The Dow has had an exceptional rally this year. It is now up 34 percent since its low in March, and today alone the Dow is up about over two percent. Fueling the rise today was the news that existing home sales were up 3.6 percent in June. Adding to the good news: a slew of positive earnings announcements. But should investors be cautious?
Among the positive earnings announcements, Ford Motor (F) shocked the market by posting a $2.3 billion profit in its second quarter and its stock rose 11 percent. Others, such as Wyeth (WYE), Philip Morris (PM), Qualcomm (QCOM) and Hershey (HSY) all raised their forecasts for the year. AT&T (T) reported a $3.2 billion profit, higher than expected, and that helped the entire telecommunications sector to rise. The energy sector was also up, due to higher oil prices which rose 2.6 percent to $67.11.
Earlier this week, Federal Reserve Chairman Ben Bernanke also told Congress that the Fed will guide the economy out of recession without spurring inflation -- music to the ears of investors.
But smart investors will take the current market euphoria with a dose of skepticsm. There is a good chance that this current rally will not continue and prudence would be wise. Richard Moroney, editor of the newsletter Dow Theory Forecasts, says that the breakout in the Dow Transports above their May high is not a bull market signal. (The Dow Transports is currently around 3,513.) He said that while some could argue that a close above 3,404.11 in the Transports would be bullish, there are many reasons why this would not be the case.
One reason, says Moroney, is because significant advances in the market are often followed by significant corrections. Moroney says that after rallying 2,252 points from March 9 to June 12, the Industrials fell about 653 points to reach 8,146.52 on July 10 -- a 29 percent retracement of the March-to-June rally.
In general, these are not quick corrections either. Significant corrections typically last three weeks to three months -- and one could be coming.
Moroney also points out that the rebound since March, though long in duration, fits within the parameters of a bear-market rally.

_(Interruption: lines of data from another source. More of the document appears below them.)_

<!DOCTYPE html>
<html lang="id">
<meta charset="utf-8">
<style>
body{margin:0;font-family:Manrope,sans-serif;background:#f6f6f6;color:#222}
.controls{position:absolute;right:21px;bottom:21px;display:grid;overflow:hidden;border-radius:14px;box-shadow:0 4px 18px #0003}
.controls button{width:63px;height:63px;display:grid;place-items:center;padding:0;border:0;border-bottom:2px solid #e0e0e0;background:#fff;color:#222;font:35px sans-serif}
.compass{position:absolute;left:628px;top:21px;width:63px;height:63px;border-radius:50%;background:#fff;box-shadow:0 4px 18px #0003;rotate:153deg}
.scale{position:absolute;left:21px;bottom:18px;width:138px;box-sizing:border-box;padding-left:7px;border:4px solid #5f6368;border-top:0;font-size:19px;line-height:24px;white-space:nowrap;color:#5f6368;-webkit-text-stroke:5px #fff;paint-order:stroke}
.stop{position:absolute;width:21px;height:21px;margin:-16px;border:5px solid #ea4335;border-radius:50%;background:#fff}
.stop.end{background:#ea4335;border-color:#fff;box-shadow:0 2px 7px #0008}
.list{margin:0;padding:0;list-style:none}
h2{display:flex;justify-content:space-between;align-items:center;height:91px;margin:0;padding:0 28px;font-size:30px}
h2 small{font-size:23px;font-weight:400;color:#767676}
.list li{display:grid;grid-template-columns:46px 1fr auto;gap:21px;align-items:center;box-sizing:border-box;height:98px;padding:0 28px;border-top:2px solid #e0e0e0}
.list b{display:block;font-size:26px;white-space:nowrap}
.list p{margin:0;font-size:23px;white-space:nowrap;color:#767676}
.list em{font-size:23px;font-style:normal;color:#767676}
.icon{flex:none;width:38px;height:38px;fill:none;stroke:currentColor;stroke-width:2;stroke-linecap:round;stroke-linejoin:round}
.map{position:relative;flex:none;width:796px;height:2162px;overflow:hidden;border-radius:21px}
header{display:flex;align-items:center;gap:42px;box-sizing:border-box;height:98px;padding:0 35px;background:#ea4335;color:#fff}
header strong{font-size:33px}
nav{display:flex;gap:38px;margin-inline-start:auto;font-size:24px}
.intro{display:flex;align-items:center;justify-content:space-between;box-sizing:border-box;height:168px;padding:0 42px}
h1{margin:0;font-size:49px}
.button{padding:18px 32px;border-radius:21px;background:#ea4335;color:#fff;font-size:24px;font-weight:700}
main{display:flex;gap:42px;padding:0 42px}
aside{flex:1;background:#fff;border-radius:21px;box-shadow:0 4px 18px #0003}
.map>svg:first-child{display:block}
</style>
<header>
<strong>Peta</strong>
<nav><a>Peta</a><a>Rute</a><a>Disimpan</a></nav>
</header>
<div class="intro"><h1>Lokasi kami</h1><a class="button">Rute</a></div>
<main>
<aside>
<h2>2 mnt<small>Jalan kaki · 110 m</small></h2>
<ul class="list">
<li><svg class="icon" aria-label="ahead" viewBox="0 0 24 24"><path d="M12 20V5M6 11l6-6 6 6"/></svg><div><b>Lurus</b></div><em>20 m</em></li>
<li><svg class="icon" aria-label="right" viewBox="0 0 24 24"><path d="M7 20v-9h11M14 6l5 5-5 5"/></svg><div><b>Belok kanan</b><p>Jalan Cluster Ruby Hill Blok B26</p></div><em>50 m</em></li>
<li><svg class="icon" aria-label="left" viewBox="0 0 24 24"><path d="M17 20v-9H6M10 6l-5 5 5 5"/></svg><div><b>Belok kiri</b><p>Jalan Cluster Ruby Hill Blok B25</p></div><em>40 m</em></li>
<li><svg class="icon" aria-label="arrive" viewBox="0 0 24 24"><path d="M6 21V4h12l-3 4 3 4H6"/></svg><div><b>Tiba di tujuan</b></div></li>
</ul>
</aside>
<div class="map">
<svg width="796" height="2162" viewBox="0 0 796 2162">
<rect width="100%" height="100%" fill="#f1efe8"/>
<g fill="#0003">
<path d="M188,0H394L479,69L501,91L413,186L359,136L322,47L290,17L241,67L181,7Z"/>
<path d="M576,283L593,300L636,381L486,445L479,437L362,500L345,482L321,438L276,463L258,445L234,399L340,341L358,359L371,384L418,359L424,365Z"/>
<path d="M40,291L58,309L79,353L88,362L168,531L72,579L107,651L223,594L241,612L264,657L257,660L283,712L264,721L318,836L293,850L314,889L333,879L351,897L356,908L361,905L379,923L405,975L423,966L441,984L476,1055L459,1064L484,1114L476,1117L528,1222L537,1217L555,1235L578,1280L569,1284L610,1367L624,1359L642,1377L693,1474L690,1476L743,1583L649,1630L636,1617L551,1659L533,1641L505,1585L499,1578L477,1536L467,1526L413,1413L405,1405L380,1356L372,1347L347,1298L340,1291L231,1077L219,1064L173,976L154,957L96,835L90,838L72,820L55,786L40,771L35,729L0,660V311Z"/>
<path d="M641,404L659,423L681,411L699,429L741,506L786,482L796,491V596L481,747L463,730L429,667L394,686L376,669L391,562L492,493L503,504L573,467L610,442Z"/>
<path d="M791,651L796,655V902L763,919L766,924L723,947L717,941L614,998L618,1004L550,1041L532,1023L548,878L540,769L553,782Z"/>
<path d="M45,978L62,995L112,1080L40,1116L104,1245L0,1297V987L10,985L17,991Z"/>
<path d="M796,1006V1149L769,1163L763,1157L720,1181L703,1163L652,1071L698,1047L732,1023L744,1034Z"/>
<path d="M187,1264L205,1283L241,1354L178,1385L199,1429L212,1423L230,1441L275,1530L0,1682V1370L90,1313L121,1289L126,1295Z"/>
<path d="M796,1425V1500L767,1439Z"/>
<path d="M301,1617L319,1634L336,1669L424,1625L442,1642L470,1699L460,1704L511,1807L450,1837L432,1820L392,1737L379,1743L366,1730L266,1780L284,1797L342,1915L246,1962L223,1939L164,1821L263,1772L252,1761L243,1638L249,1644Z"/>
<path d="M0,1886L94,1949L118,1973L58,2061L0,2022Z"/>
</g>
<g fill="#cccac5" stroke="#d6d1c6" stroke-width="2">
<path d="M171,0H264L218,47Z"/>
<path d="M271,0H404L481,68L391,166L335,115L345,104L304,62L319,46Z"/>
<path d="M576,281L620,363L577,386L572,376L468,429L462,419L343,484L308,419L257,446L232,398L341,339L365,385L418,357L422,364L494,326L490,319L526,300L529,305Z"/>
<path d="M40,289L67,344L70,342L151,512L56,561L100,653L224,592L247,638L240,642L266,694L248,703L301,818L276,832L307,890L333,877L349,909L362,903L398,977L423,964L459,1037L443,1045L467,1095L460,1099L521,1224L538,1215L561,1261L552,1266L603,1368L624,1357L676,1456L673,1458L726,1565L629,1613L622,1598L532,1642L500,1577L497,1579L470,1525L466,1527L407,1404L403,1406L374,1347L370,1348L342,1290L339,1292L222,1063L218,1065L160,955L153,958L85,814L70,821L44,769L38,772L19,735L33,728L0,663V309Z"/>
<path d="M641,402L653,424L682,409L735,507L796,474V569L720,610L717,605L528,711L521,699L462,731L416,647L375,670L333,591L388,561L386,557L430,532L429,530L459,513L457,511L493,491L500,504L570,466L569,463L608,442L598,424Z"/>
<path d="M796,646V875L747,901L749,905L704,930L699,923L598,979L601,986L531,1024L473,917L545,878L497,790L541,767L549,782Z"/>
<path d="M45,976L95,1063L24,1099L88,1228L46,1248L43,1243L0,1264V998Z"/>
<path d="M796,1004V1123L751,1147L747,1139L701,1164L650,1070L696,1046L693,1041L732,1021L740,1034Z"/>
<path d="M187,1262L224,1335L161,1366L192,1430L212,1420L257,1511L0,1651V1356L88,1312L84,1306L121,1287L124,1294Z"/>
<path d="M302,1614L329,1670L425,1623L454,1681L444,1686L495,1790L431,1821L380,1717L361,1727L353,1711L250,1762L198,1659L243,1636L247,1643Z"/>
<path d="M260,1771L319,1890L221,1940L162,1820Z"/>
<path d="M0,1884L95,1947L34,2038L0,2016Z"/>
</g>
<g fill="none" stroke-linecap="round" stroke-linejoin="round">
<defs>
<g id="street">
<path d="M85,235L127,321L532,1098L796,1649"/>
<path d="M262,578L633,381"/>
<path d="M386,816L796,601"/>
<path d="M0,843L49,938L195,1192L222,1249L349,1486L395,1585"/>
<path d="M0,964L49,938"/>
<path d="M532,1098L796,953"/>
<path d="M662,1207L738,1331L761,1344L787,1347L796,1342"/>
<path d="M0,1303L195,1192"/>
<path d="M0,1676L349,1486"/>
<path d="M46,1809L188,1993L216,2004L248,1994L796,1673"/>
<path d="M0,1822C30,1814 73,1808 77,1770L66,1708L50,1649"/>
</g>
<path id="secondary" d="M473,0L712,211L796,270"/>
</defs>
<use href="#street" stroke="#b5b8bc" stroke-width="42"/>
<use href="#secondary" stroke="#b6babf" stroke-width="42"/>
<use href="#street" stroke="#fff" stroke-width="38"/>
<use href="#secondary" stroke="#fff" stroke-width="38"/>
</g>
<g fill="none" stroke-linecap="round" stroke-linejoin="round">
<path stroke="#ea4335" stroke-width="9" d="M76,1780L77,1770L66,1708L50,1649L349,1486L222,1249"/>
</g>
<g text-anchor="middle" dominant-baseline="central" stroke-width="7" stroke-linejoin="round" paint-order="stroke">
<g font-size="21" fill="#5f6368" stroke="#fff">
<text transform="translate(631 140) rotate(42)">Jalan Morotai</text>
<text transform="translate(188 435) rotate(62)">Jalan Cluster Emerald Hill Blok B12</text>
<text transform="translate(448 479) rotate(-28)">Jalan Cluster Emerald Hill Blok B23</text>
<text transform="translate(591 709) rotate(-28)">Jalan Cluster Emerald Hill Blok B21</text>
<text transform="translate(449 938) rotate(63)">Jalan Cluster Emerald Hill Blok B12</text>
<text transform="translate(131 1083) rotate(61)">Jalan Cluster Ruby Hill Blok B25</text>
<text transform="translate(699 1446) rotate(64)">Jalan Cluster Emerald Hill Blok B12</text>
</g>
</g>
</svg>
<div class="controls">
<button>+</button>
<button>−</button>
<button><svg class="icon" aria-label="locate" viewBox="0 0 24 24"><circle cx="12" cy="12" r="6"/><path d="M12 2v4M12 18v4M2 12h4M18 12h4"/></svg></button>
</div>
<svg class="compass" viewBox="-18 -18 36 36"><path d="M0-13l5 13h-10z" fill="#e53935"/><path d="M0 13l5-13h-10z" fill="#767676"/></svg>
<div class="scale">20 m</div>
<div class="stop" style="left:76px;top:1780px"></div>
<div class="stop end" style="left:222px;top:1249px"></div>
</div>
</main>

In a hotline alert he sent to his subscribers today, Moroney says that a one-third to two-thirds retracement of the decline from May 2008 to March 2009 would put the Industrials at 8,717 to 10,887. For the Transports, the equivalent range is 3,244 to 4,341. With both averages at the low end of these ranges, Moroney says that viewing the rebound since March as an uninterrupted bear-market rally makes sense.
Investors would do well to not assume that the worst is over and that it's time to get into the market. More likely, there will be a substantial correction in the months ahead and a fall in stocks. Moroney points out that at 82 percent, the percentage of New York Stock Exchange stocks trading above 200-day moving averages is high relative to historical norms, further suggesting the risk of a correction is high. You've been warned.